India only reached $US 1 trillion in 2007, long after China, but is now running at double that, and by 2020 will be double again.
China’s economy was just 80 per cent of Germany’s in 2005, but between 2010 and 2013 it added the equivalent of a Germany.
None of the successful Asian economies have really followed the route mapped out by the Washington consensus, he points out – low government borrowing, broadening the tax base, competitive exchange rate, liberalisation of inward foreign direct investment, privatisation of government businesses, market determined interest rates, rule of law.
Especially the region’s dominant economy, China.
And one of the first international decisions of the new Modi regime in India was to blackmail its peers in the fragile World Trade Organisation into letting it retain its farm subsidies and stockpiles, through which it is exporting hectically.

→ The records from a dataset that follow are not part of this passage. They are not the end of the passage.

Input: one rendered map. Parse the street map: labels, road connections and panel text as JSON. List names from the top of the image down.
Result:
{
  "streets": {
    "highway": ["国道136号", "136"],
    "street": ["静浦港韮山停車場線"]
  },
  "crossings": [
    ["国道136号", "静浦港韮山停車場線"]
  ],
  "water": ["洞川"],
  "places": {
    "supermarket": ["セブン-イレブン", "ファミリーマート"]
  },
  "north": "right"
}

The rising powers of Asia, Sinha says, are facing in 2015 different challenges from those in the West today, he says – they are tackling those the US addressed a century ago.

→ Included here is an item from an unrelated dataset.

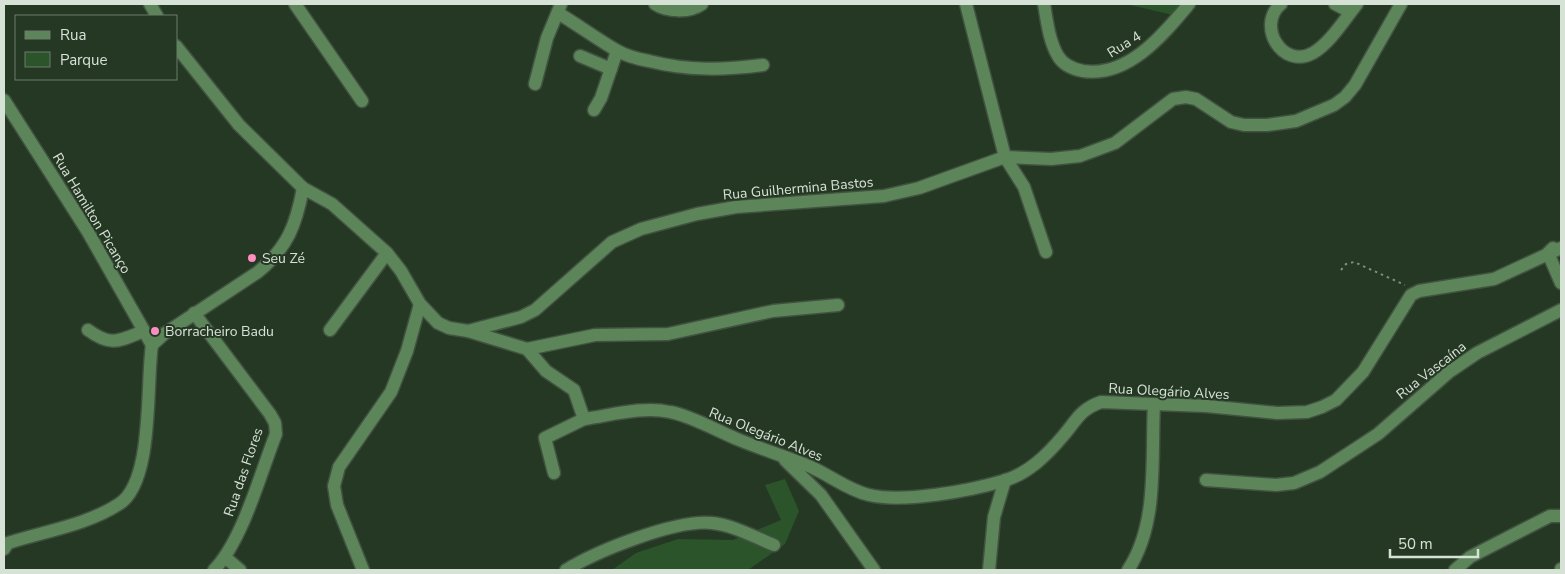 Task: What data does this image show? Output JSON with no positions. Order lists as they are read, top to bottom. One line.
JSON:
{"streets":{"street":["Rua 4","Rua Guilhermina Bastos","Rua Hamilton Picanço","Rua Vascaína","Rua Olegário Alves","Rua das Flores"]},"places":["Seu Zé","Borracheiro Badu"],"legend":["Rua","Parque"],"scale_bar":"50 m"}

A good corporate structure in the West, he says, “has diversified shareholding, is very responsive to those investors, has a clear focus on its business opportunities.”

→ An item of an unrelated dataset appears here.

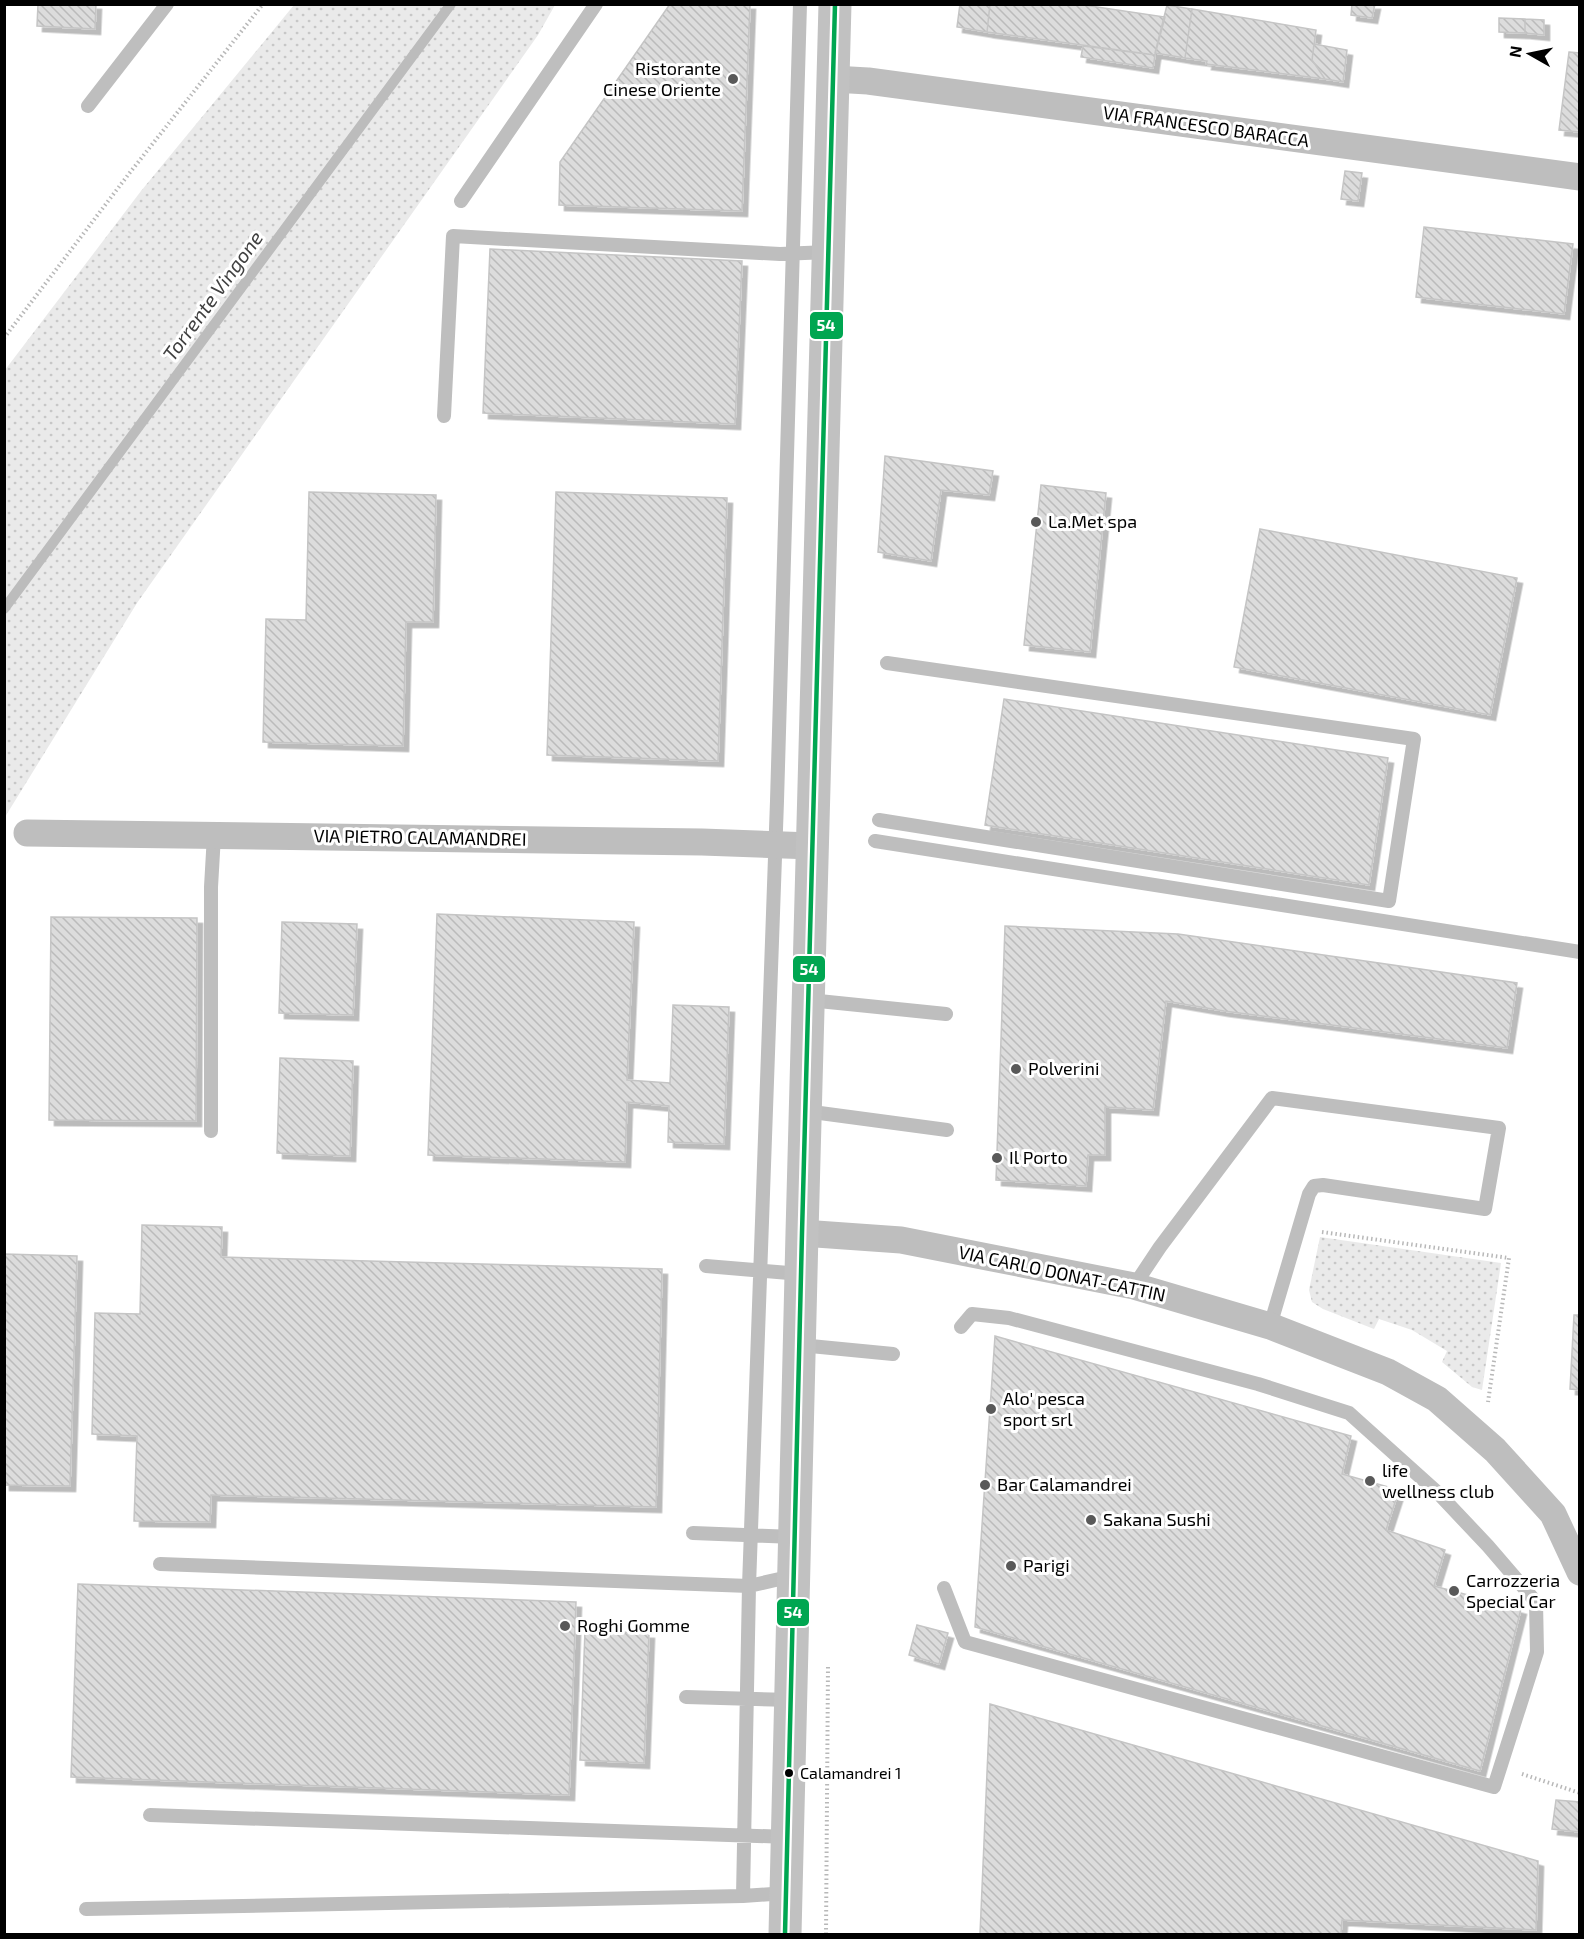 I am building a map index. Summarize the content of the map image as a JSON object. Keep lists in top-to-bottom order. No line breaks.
{"streets":{"street":["VIA FRANCESCO BARACCA","VIA PIETRO CALAMANDREI","VIA CARLO DONAT-CATTIN"]},"water":["Torrente Vingone"],"places":["Ristorante Cinese Oriente","La.Met spa","Polverini","Il Porto","Alo' pesca sport srl","life wellness club","Bar Calamandrei","Sakana Sushi","Parigi","Carrozzeria Special Car","Roghi Gomme","Calamandrei 1"],"lines":["transit line 54"],"north":"left"}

But in Asia, beyond Australia and New Zealand, and in a sense Japan, “if you want to succeed, the state is as important a player as the investor.” So it’s necessary for a company to understand the state deeply, to engage, interpret, inform and even influence it where possible.
In India, of the top 200 firms 70 per cent are family owned and managed, and 15 per cent are state owned. And almost all, are conglomerates – just as they are in many other Asian countries including China, South Korea, Japan, Thailand and Indonesia.
Sinha says in his experience, family and state companies in the region want to grow rapidly and globally – unlike their more conservative cousins elsewhere.
Of 13,000 companies around the world with revenue of more than $US 1 billion ($A 1.2 bn), 4,000 are based in the Asia-Pacific region, with a further 3,000 anticipated in China, India and Indonesia combined in the next five years.
In 2000 there were just 19 Indian companies with that turnover, now there are ten times as many.
Sinha says he doesn’t think that Western counterparts comprehend adequately how to evaluate a family company.
His own questions would include which generation is currently running the business, and whether a succession plan is clearly established and accepted. The mental orientation and the talent have to be right, he says, and the ambition strong.
And foreign investors must continue to consider all types of joint ventures to suit the market best, he says.
“We need to train ourselves to look forward, because the changes coming will be so staggering – they already are.”
The most severe challenges, he says, will come where least anticipated – outside your own industry silo, as happened with Kodak. It was concerned about competition from the digital camera – but it was adding a photo function to smartphones that really killed the company.
He speculates that the financial services industry may be about to face a similar shake-up, with “Google owning more information on individuals than any bank.” And he asks, “Should Coles be looking at Woolworths or Amazon as its ultimate competitor?”
The consulting business is also fast changing, Sinha says, from problem solving to value unlocking, “with the pace of change so rapid and the industry silos so tenuous” – prompting firms to look for help increasingly from outsiders.
My final, ultra-visible prediction for 2015 repudiates that of my former boss Alan Kohler. Usually brilliantly unanswerable, he forecast on these pages on Tuesday that the tie would soon disappear, “never to return.”
It is my forlorn duty to tell him he’s wrong.
In Asia, business and white-collar work is growing exponentially. For males, the sign sealing success is… the tie. If you want to be seen to be taking a meeting in Beijing, Mumbai or Bangkok seriously, you’ll be tied up.
Even in the tropical Pacific, the tie is on the advance – part of the new informal uniform of MPs in PNG for example.
The Windsor knot may not be as perfect as a royal valet would ensure, but in 2015 the tie will be on the front foot, as it were.